A year ago, the dancers and choreographers of The University of New Mexico Department of Theatre and Dance were ready to go with their annual spring show when the whole country shut down due to the pandemic. A year later, the pandemic is releasing its grip on the country and the university but still makes large gatherings risky so the department went virtual again for the spring event.

Come Closer, a film featuring works by graduate and undergraduate student choreographers in UNM’s Dance program, was organized by co-artistic directors Brianna Figueroa, an assistant professor of Dance, and MFA candidate Amy Schofield. The presentation features the work of six students, who created and videoed their own segments, using the lens to allow the viewers to come closer at a time when distance and COVID hold us apart.

“Of course the dance program wanted to present live concerts, and we hoped and hoped that circumstances would change so that we would be able to do so. Again though, not only was it unwise to have too many dancers sweating and breathing hard (even if masked) in one space, we couldn't also, in good conscience, bring an audience into our theater,” Figueroa remarked, adding, “Each segment is an original work by a student, conceived, performed, and edited.”

The pandemic and virtual production presented a challenge to the group but in the end, they worked through it.

“The dancers exhibited a great deal of adaptability as their physical practice, which once happened in the community, went into the virtual space,” Figueroa said. “It was hard for all of us ̶ me included ̶ because we are so used to working in the room together and responding to each other's energy, literally and metaphysically. On the other hand, I really value some of the developments I saw come out of our student's exploration in virtual dance. They really rose to the challenge and leaned into their unique artistic voices. 

According to the video introduction, “These compositions construct affect, incite curiosity, and approach the body with notable generosity and vulnerability. Following the insight of author and activist adrienne maree brown, ‘Generosity here means giving of what you have without strings or expectations attached. Vulnerability means showing your needs.’ In her Emergent Strategy, brown calls upon all of us to nourish our communities, shape our futures, and ask ourselves, ‘Are you actively practicing generosity and vulnerability in order to make the connections between you and others clear, open, available, durable?’ We reflect on these words as we share this film and witness these brave artists move into the future with clarity and verisimilitude. Come Closer was produced following COVID-safe practices as outlined by the CDC.”

One aspect of the virtual presentations is that the performers aren’t confined to a stage but can instead range from the rooftops of Las Vegas to the Center of the Universe.

In Pleasure?, the first segment of Come Closer, dancer Sarah Groth performs on a windblown high point to Nous étions deux by La Femme. “What is pleasure? Is it the wind blowing in your hair? Your skin being touched. The sun on your body. Or is it the breaking of mundane patterns? The feeling of comfort after loss. The work, the endless work, to get what you want.”

Choreographer and dancer Evelyn Mendoza heads to the Center of the Universe as she performs VOID. Videography is by Jordon Cruz and JC the Creator; video and sound are edited by Mendoza and JC the Creator.

Choreographer Rebecca Huppenthal and dancers Zach Frongillo and Katrina Gilmer take their act to Las Vegas in Sinnerman, where they dance in locations that range from the iconic Bellagio fountain to a parking garage rooftop. The song Sinnerman is performed by Nina Simone. Filming is by Huppenthal and Cara Hewitt.

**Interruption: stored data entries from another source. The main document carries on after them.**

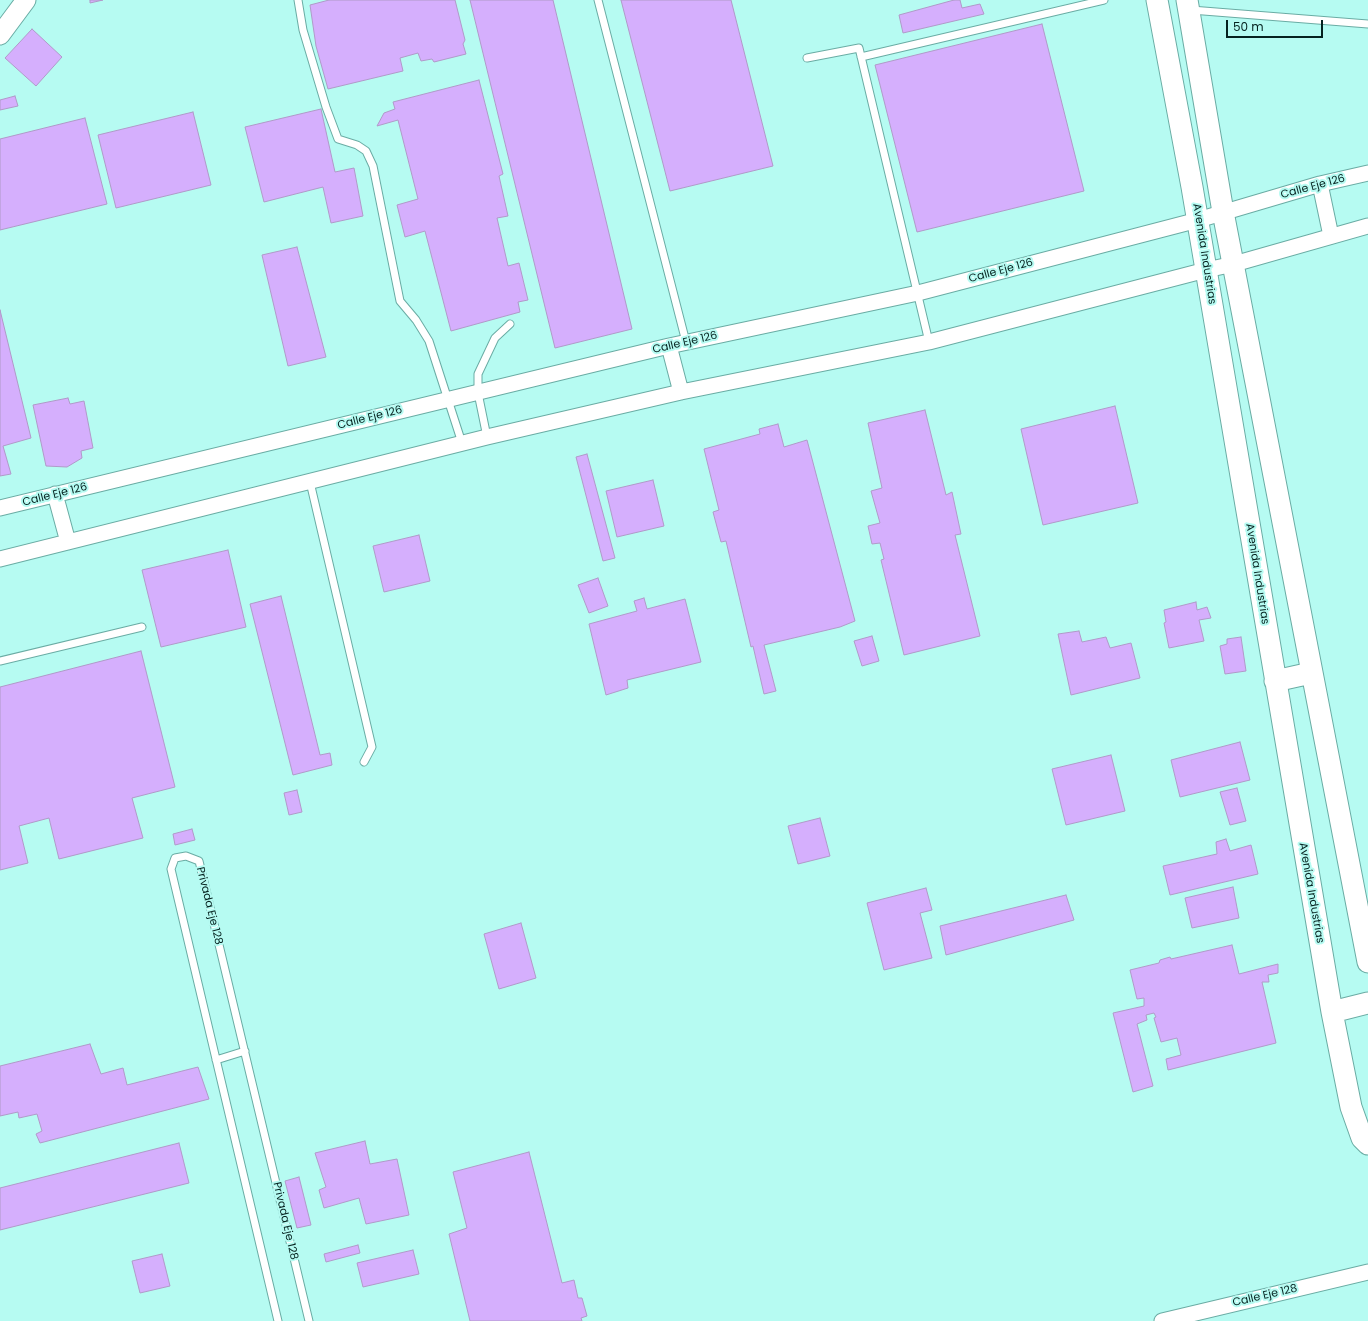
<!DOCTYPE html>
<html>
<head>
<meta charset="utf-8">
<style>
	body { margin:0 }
	#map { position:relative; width:1368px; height:1321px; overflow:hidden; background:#b6fbf2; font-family:Poppins,sans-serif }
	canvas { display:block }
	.scale { position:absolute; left:1226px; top:20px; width:97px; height:18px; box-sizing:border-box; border:2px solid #05221f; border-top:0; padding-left:5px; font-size:12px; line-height:14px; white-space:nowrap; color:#05221f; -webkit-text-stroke:3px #b6fbf2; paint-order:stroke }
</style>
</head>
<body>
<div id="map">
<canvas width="1368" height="1321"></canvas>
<div class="scale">50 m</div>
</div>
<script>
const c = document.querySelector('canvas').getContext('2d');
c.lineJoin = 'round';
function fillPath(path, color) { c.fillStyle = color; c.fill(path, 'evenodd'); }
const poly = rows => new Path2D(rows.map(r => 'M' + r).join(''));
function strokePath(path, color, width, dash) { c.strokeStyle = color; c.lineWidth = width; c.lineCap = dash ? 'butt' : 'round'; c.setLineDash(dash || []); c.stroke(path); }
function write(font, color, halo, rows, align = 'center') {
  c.font = font + ' Poppins,sans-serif'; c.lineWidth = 4; c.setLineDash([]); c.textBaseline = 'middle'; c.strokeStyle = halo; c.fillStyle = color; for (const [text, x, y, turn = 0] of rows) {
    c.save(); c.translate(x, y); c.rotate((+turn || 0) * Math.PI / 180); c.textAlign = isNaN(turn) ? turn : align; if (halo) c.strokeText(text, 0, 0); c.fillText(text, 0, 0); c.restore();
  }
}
const building = poly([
	[90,0,103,0,90,3,90,0],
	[329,0,455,0,465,40,463,44,466,54,434,62,432,59,421,61,418,53,400,58,403,71,328,89,316,46,310,5,329,0],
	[470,0,553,0,632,329,555,348,470,0],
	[621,0,731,0,773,166,670,191,621,0],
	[954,0,960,0,962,8,980,4,984,14,903,33,899,15,954,0],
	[1042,24,1084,191,917,232,875,65,1042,24],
	[32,29,62,57,36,86,5,58,32,29],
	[479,80,503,174,499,176,508,216,497,218,508,266,519,263,528,300,518,302,520,312,451,331,425,231,405,237,397,205,418,199,398,120,377,126,384,113,395,109,393,102,479,80],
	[15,96,18,106,0,110,0,100,15,96],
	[321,109,335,172,354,168,363,216,331,223,323,187,264,202,245,127,321,109],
	[193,112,211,185,116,208,98,135,193,112],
	[85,118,107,204,0,230,0,139,85,118],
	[297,247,326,357,288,366,262,255,297,247],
	[0,310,31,438,3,446,11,474,0,476,0,310],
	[68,398,70,404,84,401,93,448,81,451,82,458,67,467,46,466,33,405,68,398],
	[1115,406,1138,503,1043,525,1021,429,1115,406],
	[925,410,946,495,952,492,961,534,955,535,980,636,904,655,881,560,884,559,880,543,872,544,868,526,880,523,871,491,882,488,868,423,925,410],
	[778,424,784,447,807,440,855,621,840,627,764,645,776,691,764,694,753,646,751,647,726,541,721,542,713,512,719,510,704,449,760,434,759,429,778,424],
	[587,454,615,558,603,561,576,457,587,454],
	[653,480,664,526,617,537,606,491,653,480],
	[419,535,430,581,384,592,373,546,419,535],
	[228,550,246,627,161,647,142,570,228,550],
	[598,578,608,606,589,613,578,585,598,578],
	[281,596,320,755,330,753,332,765,293,775,250,604,281,596],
	[644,598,647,609,685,599,701,662,627,680,628,688,606,695,589,624,637,611,634,601,644,598],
	[1196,602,1197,610,1207,607,1211,618,1199,620,1204,641,1169,648,1164,623,1166,622,1164,610,1196,602],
	[1079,631,1082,642,1106,637,1110,648,1131,643,1140,678,1071,695,1058,634,1079,631],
	[872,636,879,661,862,666,854,641,872,636],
	[1241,637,1246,671,1225,674,1220,646,1227,644,1227,639,1241,637],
	[141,651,175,787,132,798,143,838,59,859,49,818,19,826,28,863,0,870,0,687,141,651],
	[1240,742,1250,780,1180,797,1171,760,1240,742],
	[1111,755,1125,811,1066,825,1052,769,1111,755],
	[1237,788,1246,821,1230,825,1220,792,1237,788],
	[297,790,302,812,289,815,284,793,297,790],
	[820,818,830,856,798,864,788,826,820,818],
	[192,829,195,840,175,845,173,834,192,829],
	[1226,839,1230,851,1251,845,1258,874,1170,895,1163,866,1217,854,1216,842,1226,839],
	[1233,887,1239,918,1192,928,1185,898,1233,887],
	[926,888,932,910,920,913,932,958,884,970,867,903,926,888],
	[1066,895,1074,920,946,955,940,926,1066,895],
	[521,923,536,978,499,989,484,934,521,923],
	[1232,945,1239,974,1278,964,1278,973,1268,975,1269,982,1262,982,1276,1043,1168,1070,1166,1059,1181,1055,1177,1038,1161,1042,1154,1018,1156,1017,1154,1013,1146,1015,1147,1020,1137,1024,1153,1086,1133,1092,1113,1013,1144,1006,1144,998,1137,999,1130,970,1159,963,1160,960,1170,957,1171,959,1232,945],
	[90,1044,101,1074,123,1068,127,1085,198,1067,209,1099,40,1143,36,1134,42,1131,37,1114,19,1118,18,1112,0,1116,0,1066,90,1044],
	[365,1141,370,1164,397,1159,409,1215,366,1224,359,1198,324,1208,319,1190,326,1187,315,1153,365,1141],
	[179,1143,189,1183,0,1230,0,1188,179,1143],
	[529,1152,562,1283,574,1280,578,1298,582,1298,587,1316,581,1318,582,1321,470,1321,449,1234,467,1228,453,1172,529,1152],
	[299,1177,311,1225,297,1228,285,1181,299,1177],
	[358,1245,360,1253,326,1262,324,1254,358,1245],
	[413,1250,419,1274,363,1287,357,1263,413,1250],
	[162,1254,170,1286,140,1293,132,1261,162,1254]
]);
fillPath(building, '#d5affd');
strokePath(building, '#b09ac8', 1);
const service = poly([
	[298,0,303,30,326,107,338,139,357,145,366,151,373,166,400,301,416,320,429,341,462,443],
	[598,0,686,342],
	[1191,10,1368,24],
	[861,57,1104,0],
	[807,58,859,48,929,342],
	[487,437,478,393,478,374,495,338,510,324],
	[310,482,372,747,364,762],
	[0,661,142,627],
	[216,1060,245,1051],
	[278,1321,171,869,175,858,186,856,199,861,309,1321]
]);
const minor = poly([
	[1320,184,1331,236],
	[669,346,681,392],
	[55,494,68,542],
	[0,508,669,346,918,293,1198,220,1320,184,1368,173],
	[0,559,487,437,681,392,929,342,1206,270,1234,264,1368,226],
	[1162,1321,1368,1272]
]);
const tertiary = poly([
	[0,35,26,0]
]);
const secondary = poly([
	[1157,0,1192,187,1332,1012,1351,1107,1362,1138,1368,1144],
	[1187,0,1223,212,1368,962],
	[1275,681,1311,673],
	[1332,1012,1368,1003]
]);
strokePath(service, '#6aaca4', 9);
strokePath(minor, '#6aaca4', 17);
strokePath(tertiary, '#6aaca4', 21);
strokePath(secondary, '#6aaca4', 23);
strokePath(service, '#fff', 7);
strokePath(minor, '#fff', 15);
strokePath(tertiary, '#fff', 19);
strokePath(secondary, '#fff', 21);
write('11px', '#05221f', '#b6fbf2', [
	["Calle Eje 126",1313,187,-15],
	["Avenida Industrias",1204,254,81],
	["Calle Eje 126",1001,271,-15],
	["Calle Eje 126",685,343,-13],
	["Calle Eje 126",370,418,-14],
	["Calle Eje 126",55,495,-14],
	["Avenida Industrias",1257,574,81],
	["Avenida Industrias",1311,893,80],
	["Privada Eje 128",209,906,76],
	["Privada Eje 128",285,1221,77],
	["Calle Eje 128",1265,1296,-13]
]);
</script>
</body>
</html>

Flamenco grabs the spotlight in Entre Melodías. Choreographer Madison Olguin dances to an original composition by Flamenco guitarist Eloy Gonzales. Videographer and editing is by Jordan Olguin.

“In Entre Melodías we played with creating equal space for the dance and guitar and as a result found ourselves giving and responding to one another. This way of only incorporating two elements of flamenco, the dance and guitar sparked a new and challenging way of creating, made the process enjoyable, and gave us the ability to incorporate our artistry.”

Choreographer and dancer Martin Quintana evokes a Frida Kahlo vibe and performs a pas de deux with a sliding closet door in A Return To… His friend Tanya Bautista assisted with the project. Baila! Baila! Dance Academy director Israela Garcia helped coordinate costumes.

Dancer and choreographer Allysa Trujillo and her partner Raven Bright perform on the gleaming expanse of dunes at White Sands in here. A dance film by Trujillo. Music is Where You Belong by Little Dragon.

here. is about the meaningful moments we share with the people we love and the ways we keep those moments alive through our memory. Whether through death, separation, or simply the passing of time, our memory (conscious or unconscious) is what makes love eternal, carrying us forward to making more moments that build new memories. I was once given a quote by a friend that said, ‘What is lovely never dies but passes onto other loveliness.’ (Thomas B. Aldrich) I didn’t understand it at first, but it stuck with me and as time went on, its meaning grew deeper.”